The Allied Governments offered to institute an international commission for the investigation of population statistics in Eastern Thrace and Smyrna, on condition that Turkey and Greece accepted its findings and that the remainder of the Sevres Treaty stood unaltered. Bekr Sami Bey accepted the offer, subject to certain conditions in the conduct of the investigation and certain reservations as to the remainder of the Sevres Treaty. The Greek delegation would accept no alteration in the Sevres Treaty of any sort.
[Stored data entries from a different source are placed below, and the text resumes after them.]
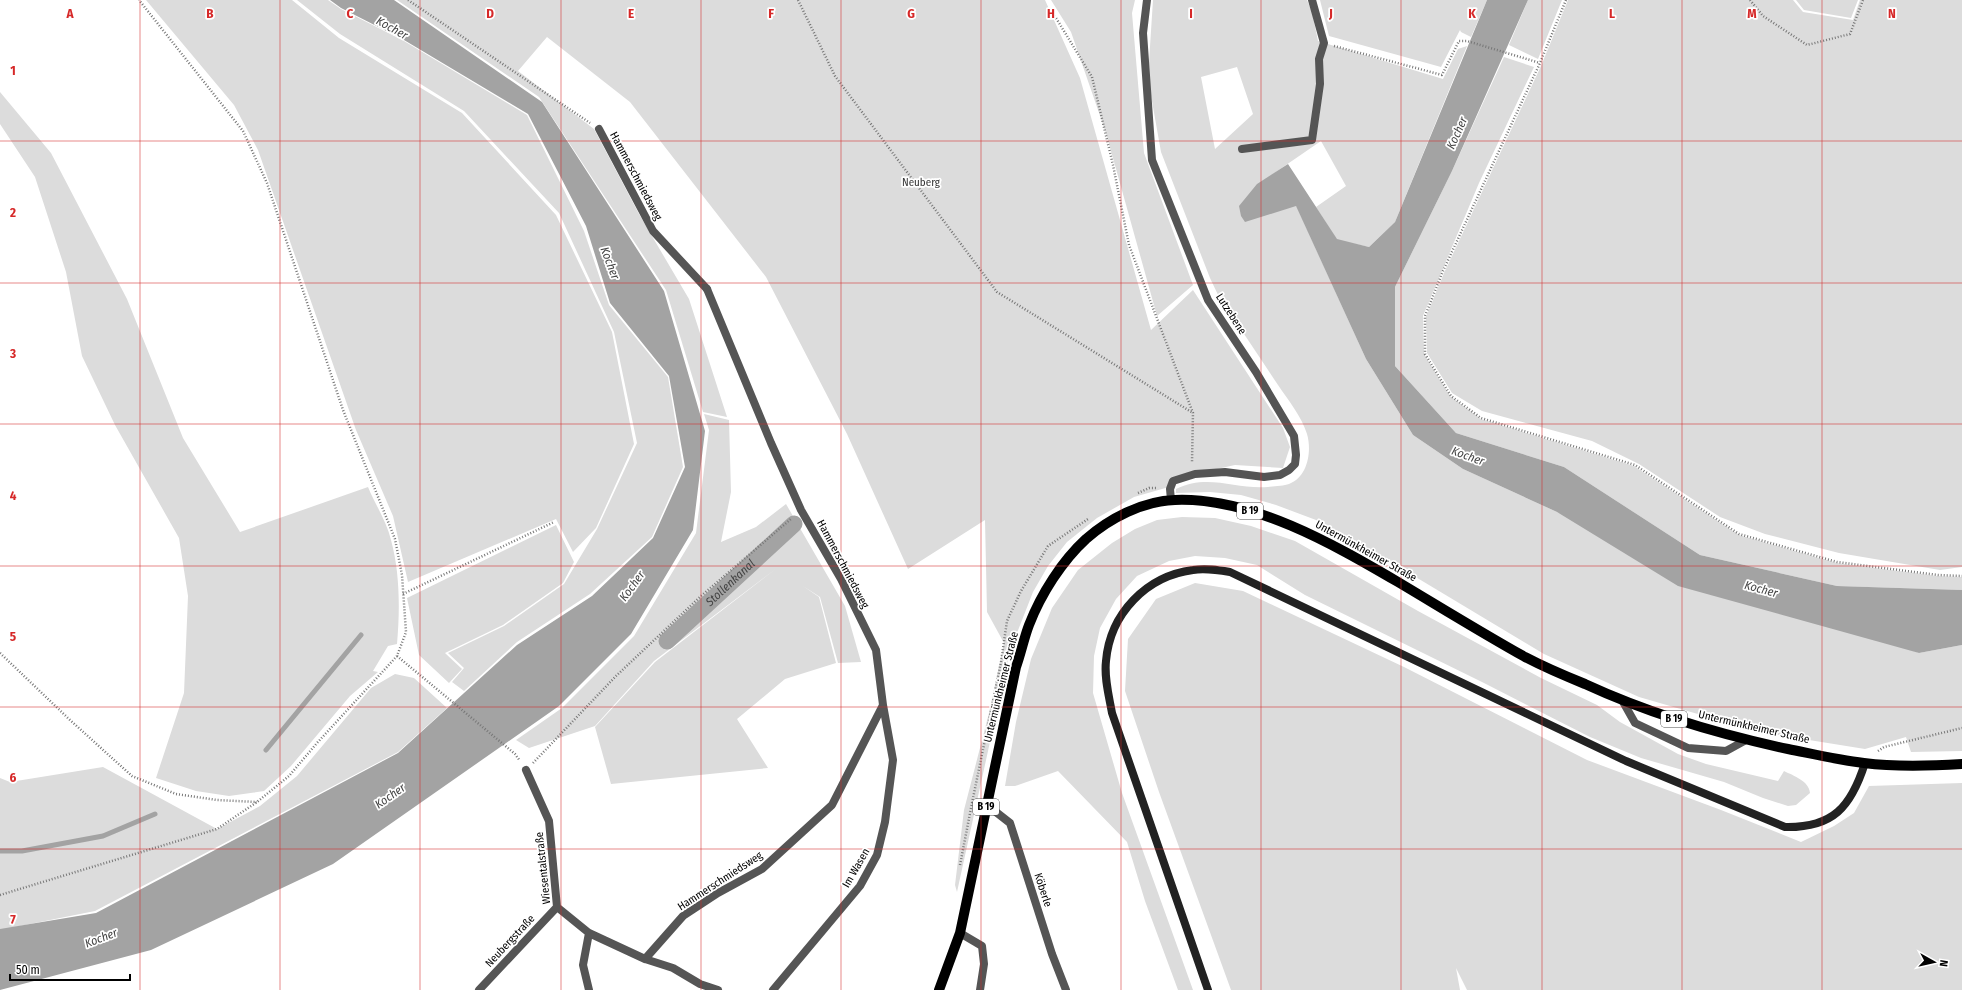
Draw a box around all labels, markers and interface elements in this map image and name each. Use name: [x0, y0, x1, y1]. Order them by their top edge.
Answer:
text: A: [65, 6, 74, 21]
text: B: [206, 6, 214, 21]
text: C: [347, 6, 354, 21]
text: D: [486, 6, 494, 21]
text: E: [628, 6, 634, 21]
text: F: [768, 6, 774, 21]
text: G: [907, 6, 915, 21]
text: H: [1047, 6, 1055, 21]
text: I: [1189, 6, 1193, 21]
text: J: [1328, 6, 1333, 21]
text: K: [1468, 6, 1476, 21]
text: L: [1609, 6, 1615, 21]
text: M: [1747, 6, 1757, 21]
text: N: [1888, 6, 1896, 21]
water label: Kocher: [374, 14, 411, 43]
text: 1: [10, 63, 16, 78]
water label: Kocher: [1444, 114, 1471, 151]
street label: Hammerschmiedsweg: [607, 130, 665, 223]
park label: Neuberg: [902, 176, 941, 189]
text: 2: [9, 205, 16, 220]
water label: Kocher: [597, 245, 623, 282]
street label: Lutzebene: [1213, 291, 1249, 337]
text: 3: [9, 346, 16, 361]
water label: Kocher: [1450, 444, 1487, 469]
text: 4: [10, 488, 17, 503]
road number: B 19: [1237, 503, 1263, 519]
street label: Hammerschmiedsweg: [814, 518, 872, 611]
street label: Untermünkheimer Straße: [1313, 518, 1419, 584]
water label: Stollenkanal: [702, 557, 758, 610]
water label: Kocher: [616, 568, 648, 604]
water label: Kocher: [1743, 578, 1780, 600]
text: 5: [10, 629, 16, 644]
street label: Untermünkheimer Straße: [981, 630, 1021, 744]
street label: Untermünkheimer Straße: [1697, 708, 1811, 746]
road number: B 19: [1661, 711, 1687, 727]
text: 6: [10, 770, 17, 785]
water label: Kocher: [372, 780, 409, 811]
road number: B 19: [973, 799, 999, 815]
street label: Wiesentalstraße: [533, 831, 553, 905]
street label: Im Wasen: [840, 846, 872, 890]
street label: Hammerschmiedsweg: [675, 848, 765, 913]
street label: Köberle: [1031, 871, 1055, 909]
text: 7: [10, 912, 16, 927]
street label: Neubergstraße: [483, 912, 537, 970]
water label: Kocher: [83, 925, 120, 951]
north arrow: [1914, 942, 1954, 982]
scale bar: [10, 956, 130, 982]
text: N: [1937, 959, 1950, 967]
text: 50 m: [16, 963, 40, 977]

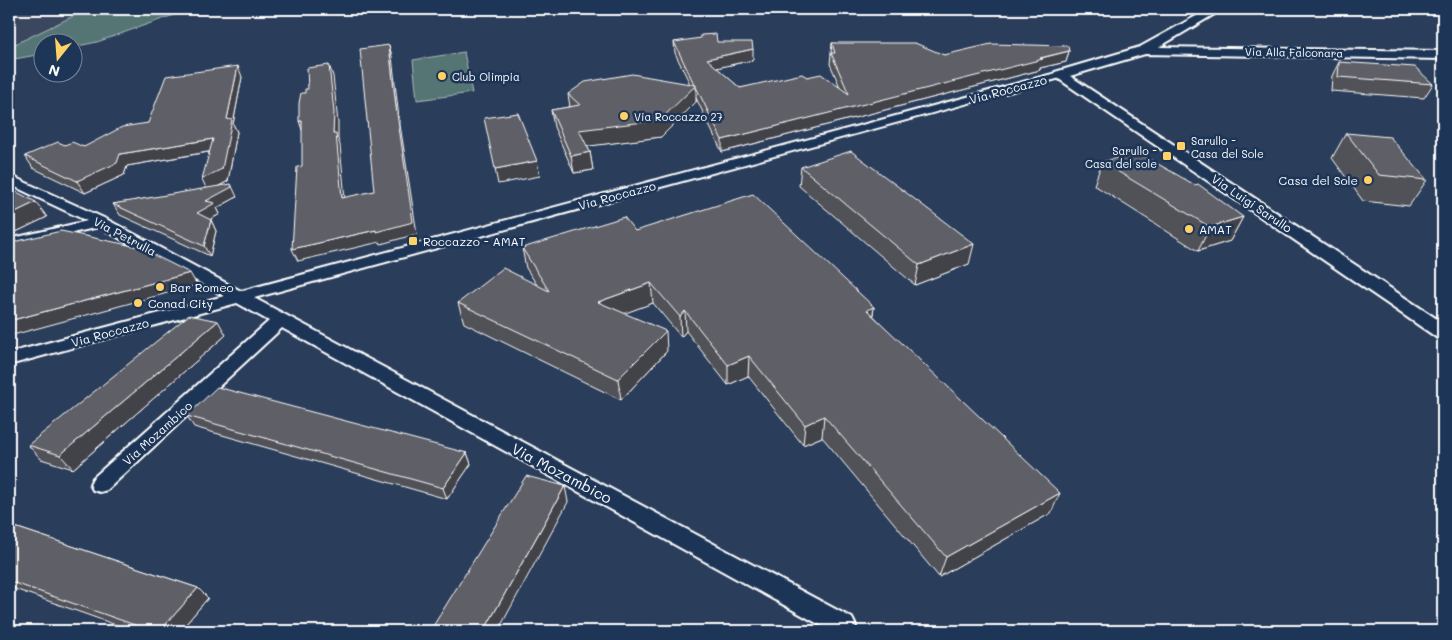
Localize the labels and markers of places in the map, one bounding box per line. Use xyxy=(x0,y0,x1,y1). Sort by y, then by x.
place label: Club Olimpia xyxy=(452,69,520,84)
marker: Club Olimpia xyxy=(436,70,448,82)
place label: Via Roccazzo 27 xyxy=(634,109,723,124)
marker: Via Roccazzo 27 xyxy=(618,110,630,122)
place label: Sarullo - Casa del Sole xyxy=(1191,133,1264,161)
marker: Sarullo - Casa del Sole xyxy=(1175,140,1187,152)
place label: Sarullo - Casa del sole xyxy=(1085,143,1157,171)
marker: Sarullo - Casa del sole xyxy=(1161,150,1173,162)
place label: Casa del Sole xyxy=(1279,172,1358,188)
marker: Casa del Sole xyxy=(1362,174,1374,186)
place label: AMAT xyxy=(1199,221,1232,237)
marker: AMAT xyxy=(1183,223,1195,235)
place label: Roccazzo - AMAT xyxy=(423,233,526,249)
marker: Roccazzo - AMAT xyxy=(407,235,419,247)
place label: Bar Romeo xyxy=(170,279,234,295)
marker: Bar Romeo xyxy=(154,281,166,293)
place label: Conad City xyxy=(148,295,213,311)
marker: Conad City xyxy=(132,297,144,309)

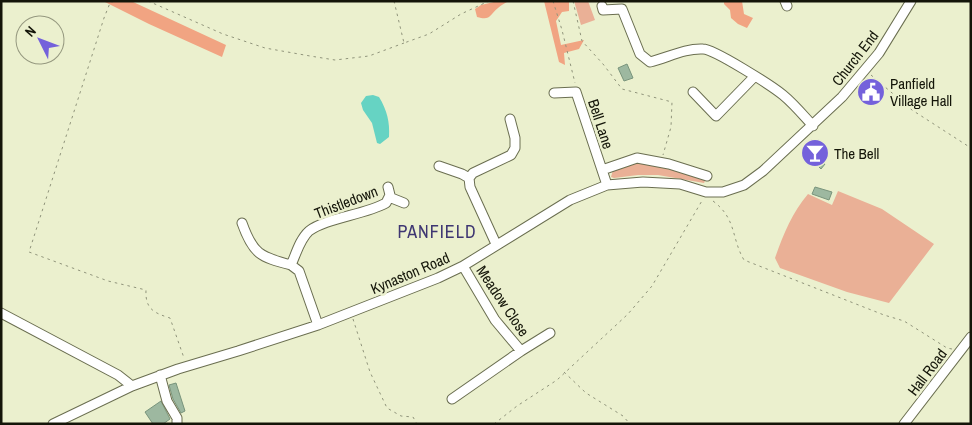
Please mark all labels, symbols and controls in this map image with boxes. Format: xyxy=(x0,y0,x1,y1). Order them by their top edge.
north arrow xyxy=(15,15,65,65)
text: N xyxy=(21,22,40,40)
street label: Church End xyxy=(827,26,883,90)
place label: Panfield Village Hall xyxy=(890,73,952,111)
public building icon: Panfield Village Hall xyxy=(856,77,886,107)
street label: Bell Lane xyxy=(583,96,619,152)
bar icon: The Bell xyxy=(800,138,830,168)
place label: The Bell xyxy=(834,143,879,164)
street label: Thistledown xyxy=(311,180,381,224)
district label: PANFIELD xyxy=(397,219,477,244)
street label: Kynaston Road xyxy=(367,247,453,299)
street label: Meadow Close xyxy=(472,261,535,341)
street label: Hall Road xyxy=(902,344,952,400)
On March 12, the Allied Governments proposed a series of modifications in the Sevres Treaty, undertaking inter alia that “the region called the Vilayet of Smyrna would remain under Turkish sovereignty and a Greek force would remain in Smyrna town, but in the rest of the sanjak order would be maintained by a gendarmerie with Allied officers and recruited in proportion to the numbers and distribution of the population as reported by an Inter-Allied Commission. The same proportional arrangement, equally according to the report of the Commission, would apply to the administration. A Christian governor would be appointed by the League of Nations and assisted by an elective assembly and an elective council. The governor would be responsible for payments to the Turkish Government of annual sums expanding with the prosperity of the province. This arrangement would in five years be open to review on the demand of either party by the League of Nations.” This pleased neither Greeks nor Turks and the 1921 Greek offensive put a speedy end to its consideration.

On June 21, the Allied Governments offered Greece their intervention, but the Royalist command behind Smyrna was preparing to resume its march toward Angora and intervention was refused.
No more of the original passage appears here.